Features 20 Jan 2022

Five Questions: Matt Moss

Former champion details winning weekend at Coffs Stadium MX and 2022.

After a tough return to professional racing last year, former multiple national MX1 and SX1 champion Matt Moss is primed and ready for a make or break 2022 season. The BBR 102 Motorsports racer made his intentions clear with a winning outing at the Coffs Harbour Stadium MX over the weekend, so MotoOnline caught up with the 33-year-old to ask him Five Questions.

Image: Blitzed Images.

How did it feel to be back racing for the first time in six months?

It felt awesome and the Coffs Stadium MX is a great event. I had my wife, son and daughter there, and we had, like five 50s under our truck going racing. It was just a cool weekend with a great atmosphere. Before this, my last race had been the Maitland round of the Australian ProMX Championship and that didn’t go to plan. I didn’t tell anyone at the time, but I cracked my wrist at Port Macquarie two weeks before Maitland, which is why I faded at the end of the day. Last year wasn’t a great year and I made every mistake that I possibly could’ve. There were a lot of unknowns with trying to run a team and stuff, but this year I want to rectify that and get after it.

Looking at the results from this weekend, you were right up there mixing it with the CDR Yamaha Monster Energy guys, Luke Clout and Aaron Tanti and beat them both in the main event.

Yeah, I won first practice and was second behind Tanti in second practice. In Super Pole I made a couple of mistakes in the first section, but I’m not sure I would’ve beaten Clouty’s time as he put in a really great lap. I holeshot the first 12-lap heat, then Clout got past me and I couldn’t match is early pace. Once we got into the rhythm of the race I was able to maintain the gap and I felt my last three laps were my fastest. The second race was similar – I held Clouty off for two or three laps, but then slid out and lost about four seconds and finished second again. It started raining before the main and they shortened it from 15 laps to 10 laps and I knew it’d be hard to beat Clout in the mud. I got a good start behind Tanti, but he made a mistake and I was able to get past. From that point I just tried to ride smoothly and keep the errors to a minimum and got the job done, with Tanti and Clouty behind me. To be honest, I probably wasn’t the fastest guy there over the weekend. I felt like I had Tanti’s measure, but Clouty was a step ahead with his intensity on the opening laps. I’m happy with my result and with where I’m currently at – I’m a lot further ahead with my pre-season preparations than I was this time last year.

Image: Blitzed Images.

Sounds like things are progressing nicely. Will your twin brother Jake be joining you on the 102 Motorsports team again in 2022?

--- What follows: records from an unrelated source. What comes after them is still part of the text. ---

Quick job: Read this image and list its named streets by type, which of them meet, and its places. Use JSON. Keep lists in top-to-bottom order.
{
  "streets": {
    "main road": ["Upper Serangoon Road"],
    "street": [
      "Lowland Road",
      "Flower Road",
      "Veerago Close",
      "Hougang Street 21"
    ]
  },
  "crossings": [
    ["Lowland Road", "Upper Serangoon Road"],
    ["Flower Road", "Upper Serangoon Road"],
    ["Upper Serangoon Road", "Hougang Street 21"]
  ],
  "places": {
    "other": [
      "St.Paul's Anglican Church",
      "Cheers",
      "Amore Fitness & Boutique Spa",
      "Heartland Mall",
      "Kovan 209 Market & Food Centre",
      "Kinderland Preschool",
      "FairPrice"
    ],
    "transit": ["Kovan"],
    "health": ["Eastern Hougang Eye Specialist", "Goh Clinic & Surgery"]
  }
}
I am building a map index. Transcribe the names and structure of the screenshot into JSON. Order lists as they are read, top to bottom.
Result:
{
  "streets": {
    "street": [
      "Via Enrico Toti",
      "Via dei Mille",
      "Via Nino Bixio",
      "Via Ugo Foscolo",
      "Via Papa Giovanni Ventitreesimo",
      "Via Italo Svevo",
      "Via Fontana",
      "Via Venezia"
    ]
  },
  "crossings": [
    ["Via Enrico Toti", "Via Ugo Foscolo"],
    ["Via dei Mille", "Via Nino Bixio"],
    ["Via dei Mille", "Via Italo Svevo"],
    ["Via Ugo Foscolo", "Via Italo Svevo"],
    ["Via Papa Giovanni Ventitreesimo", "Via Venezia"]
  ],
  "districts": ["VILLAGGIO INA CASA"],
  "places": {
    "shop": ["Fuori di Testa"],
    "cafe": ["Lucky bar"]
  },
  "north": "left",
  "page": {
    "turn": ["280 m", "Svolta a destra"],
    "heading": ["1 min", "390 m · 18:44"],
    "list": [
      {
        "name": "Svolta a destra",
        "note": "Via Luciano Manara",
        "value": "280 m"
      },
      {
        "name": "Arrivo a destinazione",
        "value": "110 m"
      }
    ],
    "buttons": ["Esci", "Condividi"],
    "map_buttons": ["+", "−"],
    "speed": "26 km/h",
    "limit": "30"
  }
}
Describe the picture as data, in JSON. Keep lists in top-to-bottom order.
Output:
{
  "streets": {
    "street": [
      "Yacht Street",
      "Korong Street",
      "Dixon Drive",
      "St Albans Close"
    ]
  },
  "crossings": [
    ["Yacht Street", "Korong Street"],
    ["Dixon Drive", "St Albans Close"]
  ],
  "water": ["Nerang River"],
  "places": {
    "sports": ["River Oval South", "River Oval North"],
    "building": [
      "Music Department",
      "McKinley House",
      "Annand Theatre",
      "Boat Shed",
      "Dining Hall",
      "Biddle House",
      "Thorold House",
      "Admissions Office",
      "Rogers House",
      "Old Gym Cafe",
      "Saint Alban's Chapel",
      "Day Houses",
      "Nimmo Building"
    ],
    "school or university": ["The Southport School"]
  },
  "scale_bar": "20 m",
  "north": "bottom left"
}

It’ll just be me and Bayden Blanchette going racing. It was hard last year trying to manage the resources between myself and Jake, so this year all resources will be on me as we concentrate on both the motocross and supercross championships. Our bikes are in a better position this year, our suspension is better, I feel like we’re starting from a good platform, whereas last year we were still trying to build the platform! I love racing with Jake, but it’s definitely easier being a one-rider team and not having to swap suspension between races and manage resources. I can have two identical race bikes and really focus on myself and doing the best I possibly can. Yamaha has come on with a bit more with support, which helps a lot, I’m concentrating a lot on training hard off the bike and doing whatever I can to give myself the best shot at 2022. I’ve told my wife and kids that this will be my last year racing if I can’t land a factory ride in 2023. It’s just not feasible otherwise.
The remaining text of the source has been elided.